The great challenge of the black box: there is no silver bullet, but there are advances in explainability – Millennium Institute Foundational Research on Data

One of the most important challenges for the generation of computer scientists working with artificial intelligence models is to decipher the well-known "black box": computer systems whose internal workings are not visible and therefore cannot be audited.

To address this problem, Marcelo Arenas, an academic at IMC and DCC UC and researcher at IMFD, presented a proposal in his keynote speech entitled"From Explanations to Queries"at the IRIS-AI 25 conference to tackle the growing challenge of Explainable Artificial Intelligence (XAI). The solution lies in the development of an Explanability Query Language that allows users to formally combine and query different notions of explanation.

The challenge of the "black box model"

"There is currently great interest in developing methods to explain the predictions made by machine learning (ML) models, which often operate as 'black boxes'. These models produce answers or scores, but it is not known why they produce them. This difficulty has led to the introduction of a large number of different queries and measures or scores for explainability," notes Arenas, who emphasizes that formal explainability does not admit a "silver bullet"; there is no single notion of explanation that is universally considered the best. Given the proliferation of methods (such as abductive explanations, contrastive explanations, or SHAP values), the central idea is to consider explainability as an iterative process that requires the combination of different notions.

Innovation: A declarative query language

The main proposal is to provide users with a language that allows them to pose explainability as a query. This shifts the focus from developing a new efficient algorithm for each notion of explanation to optimizing the language itself.

This language must be declarative: The user must specify which notion of explainability they want to evaluate, not how to evaluate it, allowing the system to take care of optimization. It must also be based on database systems: It is based on well-known query languages, such as First-Order Logic and Relational Algebra. And finally, it must have a fixed formula: A notion of explainability must be represented by a fixed query that can be evaluated on models of any dimension.

The ML model is encoded as a database that stores instances and subsumption relations (to handle partial instances with undefined values).

Managing inherent complexity

The language allows for the expression of complex combinations of explainability queries.
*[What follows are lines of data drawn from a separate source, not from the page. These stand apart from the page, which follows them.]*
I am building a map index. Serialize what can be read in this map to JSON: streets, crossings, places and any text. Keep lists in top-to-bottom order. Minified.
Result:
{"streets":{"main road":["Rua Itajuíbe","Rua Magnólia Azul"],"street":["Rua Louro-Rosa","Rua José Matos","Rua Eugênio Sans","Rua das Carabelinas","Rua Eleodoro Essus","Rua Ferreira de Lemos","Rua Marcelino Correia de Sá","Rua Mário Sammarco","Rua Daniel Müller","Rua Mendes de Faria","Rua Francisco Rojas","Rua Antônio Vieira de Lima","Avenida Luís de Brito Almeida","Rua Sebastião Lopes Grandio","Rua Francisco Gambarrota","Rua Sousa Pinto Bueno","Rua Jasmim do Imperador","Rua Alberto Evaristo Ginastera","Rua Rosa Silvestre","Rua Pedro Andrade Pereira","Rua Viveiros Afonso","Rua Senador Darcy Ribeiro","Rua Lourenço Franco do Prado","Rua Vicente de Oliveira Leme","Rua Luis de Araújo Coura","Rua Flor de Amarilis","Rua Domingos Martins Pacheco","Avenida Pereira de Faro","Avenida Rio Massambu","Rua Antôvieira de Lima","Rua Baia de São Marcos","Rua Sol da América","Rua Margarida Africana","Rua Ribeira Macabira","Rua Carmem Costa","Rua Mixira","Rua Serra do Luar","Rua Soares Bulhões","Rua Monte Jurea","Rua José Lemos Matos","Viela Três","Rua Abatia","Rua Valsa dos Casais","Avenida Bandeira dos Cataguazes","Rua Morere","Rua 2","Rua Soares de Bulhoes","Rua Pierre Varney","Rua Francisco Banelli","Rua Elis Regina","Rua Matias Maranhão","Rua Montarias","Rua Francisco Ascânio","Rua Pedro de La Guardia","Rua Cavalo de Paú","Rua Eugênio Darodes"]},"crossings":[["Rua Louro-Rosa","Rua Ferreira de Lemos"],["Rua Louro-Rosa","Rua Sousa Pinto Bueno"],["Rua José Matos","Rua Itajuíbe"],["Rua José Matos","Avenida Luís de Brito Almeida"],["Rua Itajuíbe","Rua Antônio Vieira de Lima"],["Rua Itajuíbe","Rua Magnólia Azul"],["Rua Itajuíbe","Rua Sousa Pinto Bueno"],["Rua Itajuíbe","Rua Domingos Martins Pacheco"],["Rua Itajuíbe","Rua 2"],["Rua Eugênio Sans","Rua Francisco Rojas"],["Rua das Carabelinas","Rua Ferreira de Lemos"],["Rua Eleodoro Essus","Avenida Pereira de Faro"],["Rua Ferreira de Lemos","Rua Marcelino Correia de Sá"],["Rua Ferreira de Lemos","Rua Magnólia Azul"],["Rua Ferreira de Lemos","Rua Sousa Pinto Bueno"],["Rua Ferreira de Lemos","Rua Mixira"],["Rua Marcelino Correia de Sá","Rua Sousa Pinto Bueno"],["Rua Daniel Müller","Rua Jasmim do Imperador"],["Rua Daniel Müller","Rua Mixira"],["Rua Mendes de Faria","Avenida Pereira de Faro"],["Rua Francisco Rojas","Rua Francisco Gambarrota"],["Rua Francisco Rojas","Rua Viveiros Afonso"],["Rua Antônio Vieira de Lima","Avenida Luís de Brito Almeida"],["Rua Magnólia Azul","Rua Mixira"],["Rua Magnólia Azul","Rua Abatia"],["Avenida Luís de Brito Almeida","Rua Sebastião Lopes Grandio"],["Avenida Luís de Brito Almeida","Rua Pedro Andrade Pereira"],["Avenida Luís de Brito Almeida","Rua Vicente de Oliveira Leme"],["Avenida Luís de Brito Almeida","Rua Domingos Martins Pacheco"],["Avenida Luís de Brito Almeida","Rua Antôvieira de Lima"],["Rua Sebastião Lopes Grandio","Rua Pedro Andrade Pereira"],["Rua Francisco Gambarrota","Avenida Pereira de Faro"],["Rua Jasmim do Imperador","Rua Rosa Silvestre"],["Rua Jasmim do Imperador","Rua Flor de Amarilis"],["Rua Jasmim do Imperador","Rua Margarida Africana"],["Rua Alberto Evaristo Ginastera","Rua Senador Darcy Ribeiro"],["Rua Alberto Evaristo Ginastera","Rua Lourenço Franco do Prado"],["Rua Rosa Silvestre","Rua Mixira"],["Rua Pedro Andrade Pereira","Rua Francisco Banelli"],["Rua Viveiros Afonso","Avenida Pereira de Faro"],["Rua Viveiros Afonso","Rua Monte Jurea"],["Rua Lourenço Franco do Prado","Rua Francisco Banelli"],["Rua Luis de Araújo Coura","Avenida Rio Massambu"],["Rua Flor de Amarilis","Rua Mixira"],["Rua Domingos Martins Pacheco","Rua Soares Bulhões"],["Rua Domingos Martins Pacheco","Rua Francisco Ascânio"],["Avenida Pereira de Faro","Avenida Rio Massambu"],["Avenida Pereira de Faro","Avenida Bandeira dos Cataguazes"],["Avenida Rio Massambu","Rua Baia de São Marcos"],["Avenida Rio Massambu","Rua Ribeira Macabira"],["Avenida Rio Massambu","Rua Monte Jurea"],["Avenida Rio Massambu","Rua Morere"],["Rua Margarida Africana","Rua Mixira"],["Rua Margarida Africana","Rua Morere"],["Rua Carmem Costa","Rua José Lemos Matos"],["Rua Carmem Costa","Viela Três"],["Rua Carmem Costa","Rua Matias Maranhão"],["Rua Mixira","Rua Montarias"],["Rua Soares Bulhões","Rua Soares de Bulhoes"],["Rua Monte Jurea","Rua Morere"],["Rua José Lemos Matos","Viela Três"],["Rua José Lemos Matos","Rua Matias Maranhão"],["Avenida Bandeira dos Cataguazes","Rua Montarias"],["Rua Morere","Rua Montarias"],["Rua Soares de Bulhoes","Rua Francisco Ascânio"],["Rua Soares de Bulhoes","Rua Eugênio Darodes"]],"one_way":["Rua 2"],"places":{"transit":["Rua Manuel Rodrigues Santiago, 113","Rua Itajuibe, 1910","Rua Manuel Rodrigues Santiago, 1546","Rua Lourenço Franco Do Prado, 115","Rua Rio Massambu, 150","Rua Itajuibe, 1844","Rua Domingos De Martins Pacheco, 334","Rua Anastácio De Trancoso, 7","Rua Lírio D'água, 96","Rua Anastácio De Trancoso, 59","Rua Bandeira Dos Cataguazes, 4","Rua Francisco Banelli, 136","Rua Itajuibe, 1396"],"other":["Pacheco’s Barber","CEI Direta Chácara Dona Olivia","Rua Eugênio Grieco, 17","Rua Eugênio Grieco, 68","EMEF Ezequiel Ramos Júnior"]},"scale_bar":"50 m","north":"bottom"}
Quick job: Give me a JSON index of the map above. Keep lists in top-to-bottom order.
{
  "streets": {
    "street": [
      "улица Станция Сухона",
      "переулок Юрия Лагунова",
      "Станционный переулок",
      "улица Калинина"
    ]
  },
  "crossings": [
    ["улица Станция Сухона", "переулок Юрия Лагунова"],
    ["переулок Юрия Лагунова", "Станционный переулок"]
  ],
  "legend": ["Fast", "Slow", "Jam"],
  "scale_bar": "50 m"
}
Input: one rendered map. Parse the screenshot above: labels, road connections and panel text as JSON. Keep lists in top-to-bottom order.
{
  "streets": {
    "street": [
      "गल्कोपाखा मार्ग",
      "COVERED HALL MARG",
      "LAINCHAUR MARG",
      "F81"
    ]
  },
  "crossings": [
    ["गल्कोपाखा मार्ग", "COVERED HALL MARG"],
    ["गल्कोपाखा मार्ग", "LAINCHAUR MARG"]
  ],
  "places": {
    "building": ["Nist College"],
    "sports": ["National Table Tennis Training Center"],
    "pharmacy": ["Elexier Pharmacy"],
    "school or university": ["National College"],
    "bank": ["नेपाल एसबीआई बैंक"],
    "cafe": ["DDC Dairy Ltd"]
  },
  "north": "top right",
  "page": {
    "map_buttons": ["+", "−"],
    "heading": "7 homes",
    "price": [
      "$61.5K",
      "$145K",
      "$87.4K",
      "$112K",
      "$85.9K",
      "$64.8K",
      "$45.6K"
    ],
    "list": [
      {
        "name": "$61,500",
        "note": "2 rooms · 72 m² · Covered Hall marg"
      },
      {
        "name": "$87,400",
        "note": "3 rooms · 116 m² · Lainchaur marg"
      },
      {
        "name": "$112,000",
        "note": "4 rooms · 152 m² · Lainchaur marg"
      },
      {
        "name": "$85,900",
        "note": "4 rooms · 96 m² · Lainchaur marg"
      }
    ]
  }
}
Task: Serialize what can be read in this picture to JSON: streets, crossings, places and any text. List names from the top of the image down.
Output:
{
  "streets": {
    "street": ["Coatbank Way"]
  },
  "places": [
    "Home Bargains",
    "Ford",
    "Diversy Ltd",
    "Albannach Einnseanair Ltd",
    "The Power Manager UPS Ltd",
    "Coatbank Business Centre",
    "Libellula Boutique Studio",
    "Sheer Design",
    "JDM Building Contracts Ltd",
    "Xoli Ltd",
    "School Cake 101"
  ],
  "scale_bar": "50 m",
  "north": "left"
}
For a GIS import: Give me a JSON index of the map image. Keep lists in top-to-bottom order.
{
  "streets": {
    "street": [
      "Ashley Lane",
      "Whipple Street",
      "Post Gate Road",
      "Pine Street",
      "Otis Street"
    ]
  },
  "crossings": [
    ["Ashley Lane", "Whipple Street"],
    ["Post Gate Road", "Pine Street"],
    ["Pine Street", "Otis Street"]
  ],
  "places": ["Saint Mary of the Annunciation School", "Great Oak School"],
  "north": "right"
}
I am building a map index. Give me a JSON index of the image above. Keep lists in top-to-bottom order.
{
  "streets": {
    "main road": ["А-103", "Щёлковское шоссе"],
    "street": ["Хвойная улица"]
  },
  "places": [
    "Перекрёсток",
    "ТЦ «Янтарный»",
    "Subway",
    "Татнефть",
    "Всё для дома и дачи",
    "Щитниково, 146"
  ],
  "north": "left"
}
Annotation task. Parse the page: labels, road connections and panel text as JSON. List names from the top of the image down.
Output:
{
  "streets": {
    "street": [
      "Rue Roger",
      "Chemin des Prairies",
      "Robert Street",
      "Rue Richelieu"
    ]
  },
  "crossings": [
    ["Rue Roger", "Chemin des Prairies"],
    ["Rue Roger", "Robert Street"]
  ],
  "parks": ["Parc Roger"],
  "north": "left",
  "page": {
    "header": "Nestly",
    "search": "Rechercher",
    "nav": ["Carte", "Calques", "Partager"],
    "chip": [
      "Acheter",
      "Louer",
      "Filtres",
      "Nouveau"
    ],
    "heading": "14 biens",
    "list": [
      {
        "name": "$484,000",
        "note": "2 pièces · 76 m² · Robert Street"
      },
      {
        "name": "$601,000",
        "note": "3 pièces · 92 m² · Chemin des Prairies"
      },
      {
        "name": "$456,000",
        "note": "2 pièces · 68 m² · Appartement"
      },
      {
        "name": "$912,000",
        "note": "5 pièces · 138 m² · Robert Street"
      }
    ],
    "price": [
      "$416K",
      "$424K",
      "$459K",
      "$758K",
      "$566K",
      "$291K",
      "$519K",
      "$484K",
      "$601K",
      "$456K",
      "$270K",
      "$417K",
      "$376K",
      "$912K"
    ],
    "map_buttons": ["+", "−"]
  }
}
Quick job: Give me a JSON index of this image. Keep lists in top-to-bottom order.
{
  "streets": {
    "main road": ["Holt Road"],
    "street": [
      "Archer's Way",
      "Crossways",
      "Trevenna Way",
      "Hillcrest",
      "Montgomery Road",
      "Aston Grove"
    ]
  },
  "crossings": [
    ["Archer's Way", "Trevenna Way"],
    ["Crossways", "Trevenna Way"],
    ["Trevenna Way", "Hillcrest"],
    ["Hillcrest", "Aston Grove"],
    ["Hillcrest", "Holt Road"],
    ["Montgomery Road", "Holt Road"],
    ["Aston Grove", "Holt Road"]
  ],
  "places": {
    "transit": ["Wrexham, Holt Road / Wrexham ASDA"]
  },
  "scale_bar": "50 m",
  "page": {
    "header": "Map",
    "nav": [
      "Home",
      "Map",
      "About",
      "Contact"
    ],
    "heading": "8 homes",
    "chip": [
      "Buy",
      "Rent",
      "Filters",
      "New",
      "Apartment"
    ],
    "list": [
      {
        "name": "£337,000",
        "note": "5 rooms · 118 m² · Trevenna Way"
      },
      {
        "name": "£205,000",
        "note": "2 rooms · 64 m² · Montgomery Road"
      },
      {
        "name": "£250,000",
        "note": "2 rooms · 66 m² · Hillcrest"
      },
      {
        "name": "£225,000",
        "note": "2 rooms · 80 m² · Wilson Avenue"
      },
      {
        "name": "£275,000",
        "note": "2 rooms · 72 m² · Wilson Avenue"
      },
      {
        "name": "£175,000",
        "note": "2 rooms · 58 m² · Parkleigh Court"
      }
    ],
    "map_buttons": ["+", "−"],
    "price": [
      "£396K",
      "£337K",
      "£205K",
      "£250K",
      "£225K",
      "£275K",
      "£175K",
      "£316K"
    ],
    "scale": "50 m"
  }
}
For example, one can ask whether there is a common abductive explanation for two different classifications, or an explanation that distinguishes one classification from another.

A key technical challenge is complexity. Because the databases representing these models can be of exponential size, evaluating queries is inherently difficult. The complexity target for this language is P raised to NP (within the polynomial hierarchy), which means that an efficient algorithm could use an SAT solver as an oracle to solve the problems, reflecting that certain explanation tasks have high intrinsic complexity.

Essentially, the research is at the forefront of database theory, applying it to provide a sharp and formal understanding of XAI issues.

This research was presented at the First International Symposium on AI Research and Industry (IRIS-AI), an interdisciplinary conference that brings together researchers and industry professionals working across the broad spectrum of fields covered by AI. The symposium aims to provide an open and engaging forum for discussion on the latest advances and emerging trends in AI.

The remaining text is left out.